Passionné aussi bien par le répertoire pour piano seul que par la musique de chambre, il se produit régulièrement lors de festivals tels que le Festival Ravel, Lavaux Classic, les Pianissimes, la Belle Saison, les Concerts de Poche, les Chaises Musicales du quatuor Ébène, le Centre de musique de chambre de Paris et d’autres. Le pianiste est soutenu par la fondation Gourdon Fonds depuis 2022 et la fondation Goélands depuis 2024.

Au programme :

J.S. Bach/Alexandre Siloti : prélude en si mineur

Frédéric Chopin : Scherzo 1 op. 20 ; Mazurka op.17 no. 4 ; Scherzo 2 op. 31 

George Crumb : Dream images (love-death music) Scherzo 3 op.39

Claude Debussy : Ondine (extrait des préludes)
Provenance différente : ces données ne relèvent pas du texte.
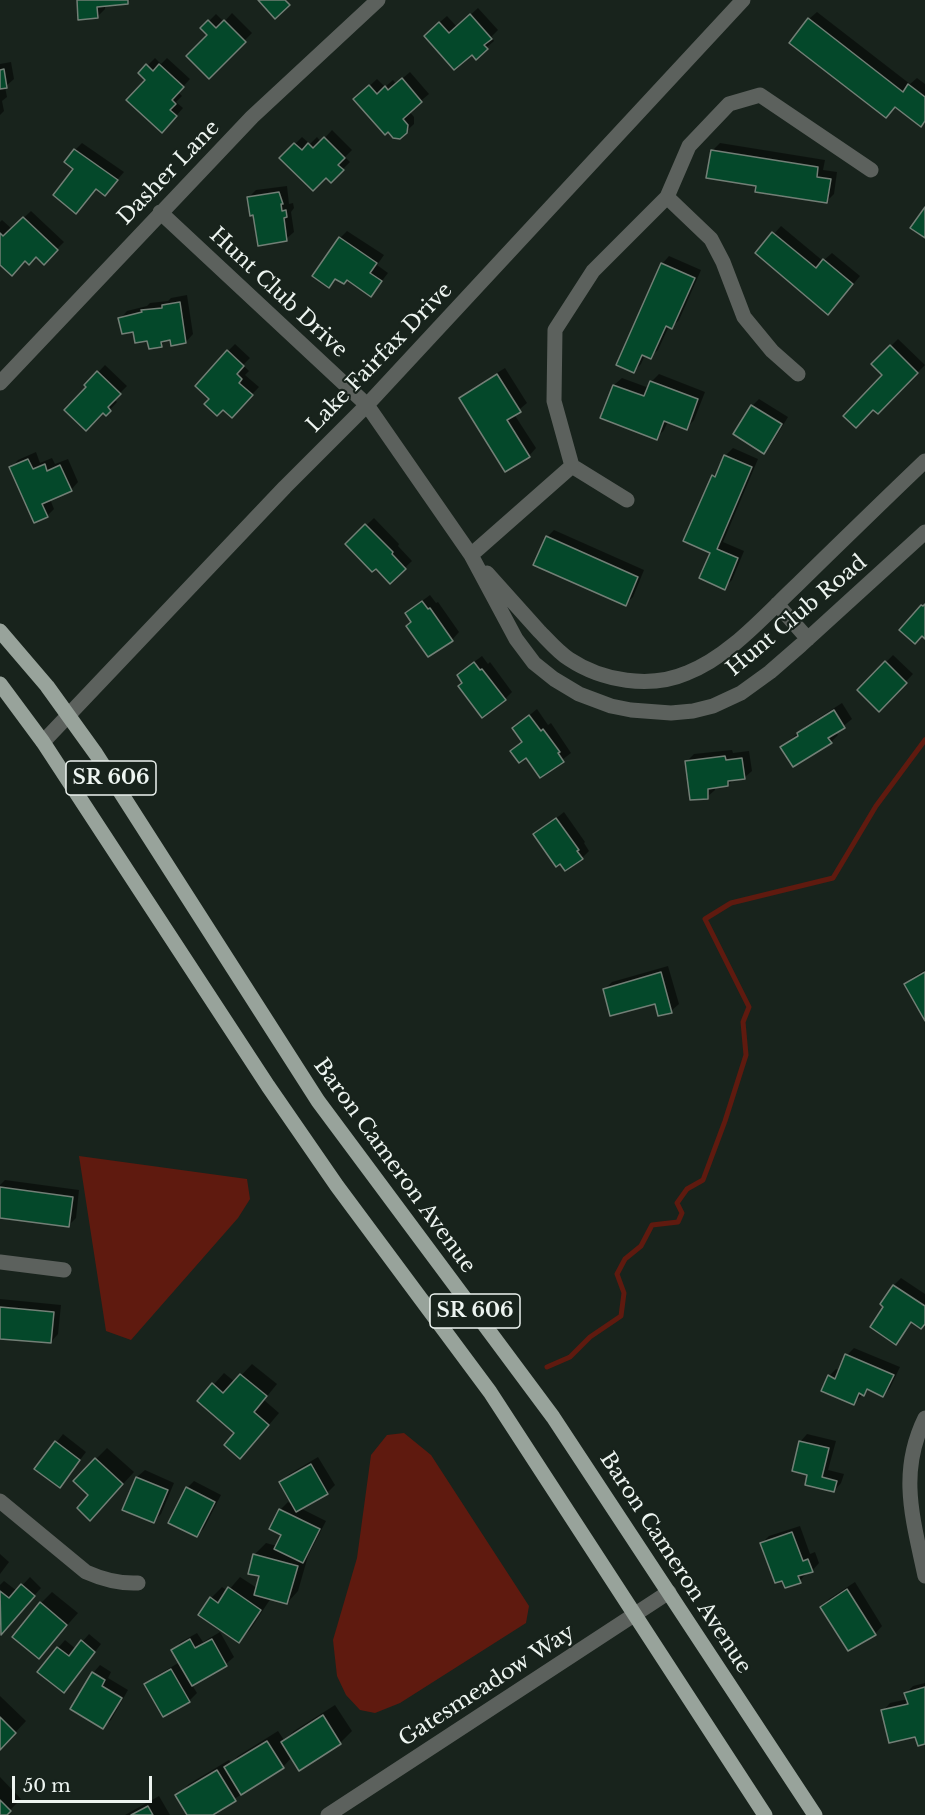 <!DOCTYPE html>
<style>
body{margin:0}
#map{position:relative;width:925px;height:1815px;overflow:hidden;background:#18231c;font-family:"Libre Baskerville",serif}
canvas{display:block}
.scale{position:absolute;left:12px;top:1776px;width:140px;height:27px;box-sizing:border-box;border:3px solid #edf4f0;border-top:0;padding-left:8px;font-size:18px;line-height:21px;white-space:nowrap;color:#edf4f0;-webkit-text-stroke:4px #18231c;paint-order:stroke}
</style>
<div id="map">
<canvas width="925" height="1815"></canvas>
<div class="scale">50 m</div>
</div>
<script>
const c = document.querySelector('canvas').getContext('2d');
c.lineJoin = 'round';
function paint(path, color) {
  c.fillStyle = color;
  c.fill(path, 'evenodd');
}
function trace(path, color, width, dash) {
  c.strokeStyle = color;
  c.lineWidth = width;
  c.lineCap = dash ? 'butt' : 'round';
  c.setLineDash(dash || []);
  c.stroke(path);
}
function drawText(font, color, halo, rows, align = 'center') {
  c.font = font + ' "Libre Baskerville",serif';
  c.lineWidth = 4.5;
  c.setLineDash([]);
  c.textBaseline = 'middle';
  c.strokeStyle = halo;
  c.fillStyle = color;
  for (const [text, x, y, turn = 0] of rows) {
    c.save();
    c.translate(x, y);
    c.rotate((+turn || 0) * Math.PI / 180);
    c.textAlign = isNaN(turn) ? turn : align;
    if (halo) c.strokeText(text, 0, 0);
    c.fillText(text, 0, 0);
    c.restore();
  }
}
paint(new Path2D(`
 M79,1156l168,23 3,20 -12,19 -107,122 -25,-9z
 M404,1433l27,22 98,151 -3,17 -126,80 -25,10 -15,-3 -14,-15 -9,-19 -4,-36 24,-82 14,-103 16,-20z`), '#5f1a0f');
paint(new Path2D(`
 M78,0h52l-2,3 -23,1v5l-7,7z
 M478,8l20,22 -7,7 3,4 -8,7 -53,-20 14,-12 10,11z
 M817,12l93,72 7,-6 8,6v37l-29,-15 -10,10 -77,-97z
 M232,13l20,20 -43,43v-41l-7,-7 14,-14 8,8z
 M155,58l6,6 6,-6 23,21 -12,13 4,4 -6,6 7,6 -13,15 -23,-43 -7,-7z
 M11,62l3,17 -9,8 2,10 -5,4 2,10 -4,4v-51z
 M410,72l19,22 -20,17 5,6v7l-14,13 -37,-45 14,-13 8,8 8,-7 3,4z
 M332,130l20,20 -7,7 5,5 -19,19 -5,-5 -45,-18 21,-21 8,7 7,-7 4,5z
 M82,143l42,29 -19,22 -8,-6 -21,24 -1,-62z
 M720,143l105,17 -2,10 14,2 -3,22 -8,8 -68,-17 -46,-34z
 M287,186l2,18 4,-1 1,5 -3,4 3,20 -8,7 -32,-25 -6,-16 8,-8z
 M31,211l33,31 -20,20 -7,-6 -12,4 -25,3v-41l2,-2 10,9z
 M781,226l42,35 9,-8 28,23 -25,30 -78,-53z
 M347,231l37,24 -7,10 11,8 -17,22 -24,-16 -10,-1 -8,8 11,-48z
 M669,256l32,14 -22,50 -7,7 -3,-1 -11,24 -8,7 -5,-2 -4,9 -7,7 28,-107z
 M187,295l6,39 -7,8 -15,-3h-4l-6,7 -27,-16 -14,-11 7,-8 20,-5 3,-3 18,-2 3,-3z
 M898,339l27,26 -47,47 7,-37 -12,-11z
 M235,344l15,14 -7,7 6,6 -4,4 14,12 -20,21 -28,-9 17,-48z
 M105,365l22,21 -13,13 3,3 -11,12 -20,-29z
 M505,368l22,35 -13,11 22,34 -7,8 -68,-58 7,-7z
 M659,374l46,18 -11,28 -7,8 -19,-7 -4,9 -7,8 -43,-53 8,-7 27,10 3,-7z
 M759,399l29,18 -17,28 -7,7 -12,-46z
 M733,448l25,11 -35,83 21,9 -12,29 -8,8 -12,-36 1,-76 7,-7 5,-13z
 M36,452l4,11 12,-5 3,6 13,-5 10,23 -7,8 -21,9 4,10 -7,7 -36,-48 7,-8z
 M374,518l25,26 -1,2 14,15 -22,21 -14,-15 -29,-23z
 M554,530l90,40 -11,27 -8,7 -78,-67z
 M430,595l6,8 2,-1 21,30 -7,8 -40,-18 -6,-9z
 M893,655l20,19 -34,36 -20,-20z
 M482,656l6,8 2,-2 22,30 -7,7 -41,-17 2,-14z
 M842,703l10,16 -16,13 2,3 -7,7 -49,5 24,-21z
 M537,709l11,16 3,-2 20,30 -30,23 -14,-20 -15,-5 11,-10 -9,-13z
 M732,750l1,3 16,-2 3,20 -8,7 -10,1 -6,6 -13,1v4l-8,7 -20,-36 7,-7z
 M564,812l21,30 -1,1 5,8 -7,7 -47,-23z
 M668,966l11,38 -8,7 -15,-9 -51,-13 7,-7z
 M925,970v48l-20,-34 8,-7z
 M5,1180l74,10 -3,28 -8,8 -68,-9v-32z
 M901,1278l24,16v29l-13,-1 -16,21 -14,-39 12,-19z
 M0,1299l61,6 -3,29 -7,8 -51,-5z
 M854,1348l46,19 -10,21 -7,7 -14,-7 -16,16 -24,-28 7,-7 4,2 7,-16z
 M252,1364l25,20 -13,16 15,13 -28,33 -52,-45 25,-28 11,9z
 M63,1434l23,18 -26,34 -24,-17z
 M807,1434l29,7 -8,29 16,4 -3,9 -7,8 -25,-17 -9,-32z
 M107,1448l27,24 -33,36 -10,-13 5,-36z
 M318,1457l17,28 -8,8 -27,15 26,13 -18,35 -10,35 -11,12 -16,-5 -21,32 -11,11 -28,-43 11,-11 6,4 12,-14 17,11 3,-13 -10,-2 5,-19 11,-11 11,3 6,-11 -3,-25 8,-8 6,4 -13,-24 7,-7z
 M145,1470l29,13 -13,31 -8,8 -29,-13 13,-32z
 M194,1481l27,14 -17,33 -7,8 -10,-48z
 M800,1526l10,28 5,-2 4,11 -7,8 -5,1 -7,9 -38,-38 7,-7z
 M0,1554l9,8 -9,12z
 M30,1577l11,11 -40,45 -1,-48 4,-4 13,10z
 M855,1582l27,44 -7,8 -53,-27 7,-8z
 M52,1592l26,21 -39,44 2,-54z
 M220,1632l14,25 -8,7 -34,21 5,8 -8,8 -25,14 -18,-30 8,-8 26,-15 -7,-12 8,-8 16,-9 6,9z
 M89,1634l12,10 -30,39 -13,-35 7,-8 11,9z
 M100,1665l11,7 -3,6 20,12 -17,30 -8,7 -10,-54z
 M925,1683v60l-42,-32 7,-8 18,-4 -2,-6 7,-7z
 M0,1696l26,25 -26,28z
 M335,1705l17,26 -12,12 -41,26 -7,-12 -9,10 -73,48h-21l-12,-19 12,-12 40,-24 2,3 7,-7 40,-25 6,9 10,-9z
 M0,1777l21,22 -16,16h-5z
 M159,1796l11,19h-45z`), '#0007');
trace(new Path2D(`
 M547,1367l23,-10 20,-20 31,-21 3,-23 -7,-19 8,-15 16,-13 11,-21 26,-3 4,-9 -5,-10 10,-14 16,-9 22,-59 21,-66 -3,-33 6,-15 -44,-88 26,-16 102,-25 43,-72 49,-66`), '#5f1a0f', 5);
const building = new Path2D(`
 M77,0h51v4l-31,3 1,11 -20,2z
 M258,0h27l5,5 -15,14z
 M470,14l22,25 -8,6 4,4 -12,11 -4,-5 -18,15 -30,-34 15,-14 10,11z
 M808,18l95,74 5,-8 17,13v24l-4,6 -26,-20 -9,11 -97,-75z
 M208,20l8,8 8,-8 22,22 -37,37 -23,-23 21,-21 -7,-7z
 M146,64l7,7 6,-7 25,23 -12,13 4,4 -6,6 7,6 -15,17 -36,-33 19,-20 -7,-7z
 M4,69l3,19 -7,1v-19z
 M402,78l20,24 -19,17 5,6 -1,8 -7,6 -7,-1 -5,-6 -3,3 -32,-36 16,-14 8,9 8,-8 3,4z
 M324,137l21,21 -7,7 6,5 -13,13 -5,-5 -13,13 -34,-33 15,-15 8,7 6,-7 5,5z
 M74,149l44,31 -13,16 -9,-7 -20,25 -23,-19 20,-26 -9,-7z
 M711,150l107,17 -1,10 14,2 -4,24 -72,-11 1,-6 -50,-8z
 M279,192l4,12h-2l1,7 4,-1 1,7 -3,1 3,23 -29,5 -5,-31 -3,1 -3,-19z
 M925,207v31l-15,-10z
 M23,217l35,33 -14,15 -8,-8 -7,8 -4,-4 -13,15 -12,-11v-32l3,3z
 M772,232l44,36 7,-9 30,25 -25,31 -73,-62z
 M339,237l38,26 -7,10 12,8 -11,16 -24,-17 -3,4 -9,-5 -6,9 -17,-12z
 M661,263l34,15 -23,51 -6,-3 -15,33 -9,-4 -8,18 -18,-8z
 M180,302l6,41 -15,3 -1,-6 -9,2 1,5 -13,2 -2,-8 -12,2 -2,-11 -11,2 -4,-16 24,-6 -1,-2 21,-2v-3z
 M890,345l28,28 -40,41 -5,-4 -17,18 -13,-12 39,-41 -11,-11z
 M227,350l17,16 -7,8 5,5 -3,4 14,12 -21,23 -9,-8 -6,6 -13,-12 5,-5 -14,-13z
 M97,371l24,23 -13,13 3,4 -5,5 -3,-3 -17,18 -22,-21 22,-23 -2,-2z
 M497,374l24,38 -14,8 23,37 -25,15 -46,-74z
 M650,381l48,18 -11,31 -23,-9 -7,19 -57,-22 13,-33 31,11z
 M751,405l31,19 -18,30 -31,-20z
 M724,455l28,12 -35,82 21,9 -13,32 -26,-12 11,-25 -27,-12 29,-66 3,2z
 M28,459l5,10 12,-5 2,7 13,-6 12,26 -30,13 6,13 -14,6 -25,-56z
 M365,524l28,28 -1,2 14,15 -16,15 -14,-15 -4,3 -27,-28z
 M546,536l92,41 -12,29 -93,-41z
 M422,601l6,8 2,-1 23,33 -25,16 -22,-31 5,-4 -6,-9z
 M925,604v35l-3,-3 -7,8 -16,-14 22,-25 2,1z
 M885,661l22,22 -28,29 -22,-22z
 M474,662l6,8 2,-1 24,31 -24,18 -24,-32 4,-3 -5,-8z
 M834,710l11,18 -17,10 4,5 -39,24 -13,-20 18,-11 -1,-3z
 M529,715l12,16 2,-2 17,23 -2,1 6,9 -24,16 -14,-20 -7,5 -9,-12 12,-9 -10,-14z
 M725,756l1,4 16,-2 3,21 -17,2v5l-20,3v10l-18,1 -5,-39z
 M556,818l23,32 -2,1 6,8 -18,12 -5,-7 -4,3 -23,-33z
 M661,972l11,41 -14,3 -3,-12 -45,12 -7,-27z
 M925,972v49l-21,-37z
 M0,1187l73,10 -4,30 -69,-9z
 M893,1285l32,21v18l-4,5 -10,-7 -15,23 -26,-18 13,-20 -3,-3z
 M0,1307l54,5 -3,31 -51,-4z
 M845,1354l49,21 -11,22 -16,-8 -3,7 -5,-3 -5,12 -33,-14 7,-16 7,4z
 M240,1374l27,22 -13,16 15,13 -29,34 -16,-14 10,-12 -37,-32 15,-18 11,10z
 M55,1441l25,19 -20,28 -26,-19z
 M799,1441l30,7 -7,29 15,4 -3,11 -29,-7 2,-10 -15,-4z
 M95,1458l28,26 -33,37 -13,-13 11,-13 -15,-14z
 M311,1464l17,30 -32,18 -17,-30z
 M136,1477l32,13 -14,33 -32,-13z
 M186,1487l29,15 -18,35 -29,-14z
 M279,1509l41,20 -17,34 -29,-14 7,-14 -12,-6z
 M792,1532l11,29 5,-2 5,13 -15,4 3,7 -16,5 -3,-7 -7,2 -15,-40z
 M253,1554l45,12 -11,38 -33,-9 5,-19 -11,-2z
 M21,1584l14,12 -34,39 -1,-44 9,7z
 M228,1587l33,23 -22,33 -41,-28 12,-18 8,6z
 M847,1589l29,46 -28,16 -28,-44z
 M40,1602l27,23 -28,34 -27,-22z
 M190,1639l5,9 17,-9 15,27 -35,20 -21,-36z
 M81,1640l14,12 -31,41 -27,-21 20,-25 12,9z
 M171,1669l19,33 -27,15 -19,-33z
 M92,1672l13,8 -3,6 20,12 -19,31 -33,-20z
 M925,1687v57l-7,2 -3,-9 -26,6 -8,-33 27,-6 -4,-11z
 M323,1715l18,29 -42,27 -18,-29z
 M0,1717l16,16 -16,17z
 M267,1741l17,27 -43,27 -17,-28z
 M217,1770l19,31 -23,14h-26l-12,-20z
 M0,1800l11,11 -4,4h-7z
 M148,1806l5,9h-22z`);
paint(building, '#04482a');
trace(building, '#727f76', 1.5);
trace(new Path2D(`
 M667,197l44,42 12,23 21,55 28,34 26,23
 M160,212l207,193 104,150 45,84 18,24 20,16 25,15 32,12 20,4 40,3 22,-2 20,-5 28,-13 29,-21 31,-27 124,-113
 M0,383l252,-266 126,-117
 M572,466l55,34
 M471,555l101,-89 -18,-65 1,-71 38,-59 74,-74 22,-51 40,-42 31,-9 111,75
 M487,573c17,19 35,39 52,58 9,9 19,21 30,28 33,22 81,30 118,14 43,-17 77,-57 110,-88 42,-41 85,-83 128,-124
 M777,604l31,35
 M43,742l242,-255 82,-82 376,-405
 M0,1262l64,8
 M0,1501l86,71c18,8 33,12 52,11
 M925,1576c-12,-57 -27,-103 0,-158
 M328,1815l341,-223`), '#5c615d', 15);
trace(new Path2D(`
 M0,631l47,55 49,68 222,347 235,316 262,398
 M0,684l43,58 225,344 69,100 153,206 275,423`), '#98a39b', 15);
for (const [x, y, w] of [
 [111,778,90],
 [475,1311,90]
]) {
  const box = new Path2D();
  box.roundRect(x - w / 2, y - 17, w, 34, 4.5);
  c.fillStyle = '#18231c';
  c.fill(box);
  trace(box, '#edf4f0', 1.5);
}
drawText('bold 20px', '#edf4f0', null, [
 ["SR 606",111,778],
 ["SR 606",475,1311]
]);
drawText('21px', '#edf4f0', '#18231c', [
 ["Dasher Lane",169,173,-46],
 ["Hunt Club Drive",278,293,43],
 ["Lake Fairfax Drive",380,358,-46],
 ["Hunt Club Road",797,616,-40],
 ["Baron Cameron Avenue",394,1166,54],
 ["Baron Cameron Avenue",675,1563,57],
 ["Gatesmeadow Way",487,1686,-33]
]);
</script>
Maurice Ravel : Ondine (extrait de Gaspard de la Nuit/Aloysius Bertrand)

Boris Lyatoshynsky : extraits des préludes op. 44

Alexandre Scriabine : étude op.42 no.5 affanato (à bout de souffle)

Retour sur l’événement – Mise à jour le 27 juin 2024

Plus de 70 personnes ont assisté au concert du jeune pianiste Ionah Maiatsky le 21 juin ! Petits et grands sont venus pour célébrer la Fête de la musique ainsi que Maurice Fleuret, qui a créé aux côtés de Jack Lang cette manifestation annuelle au succès devenu international.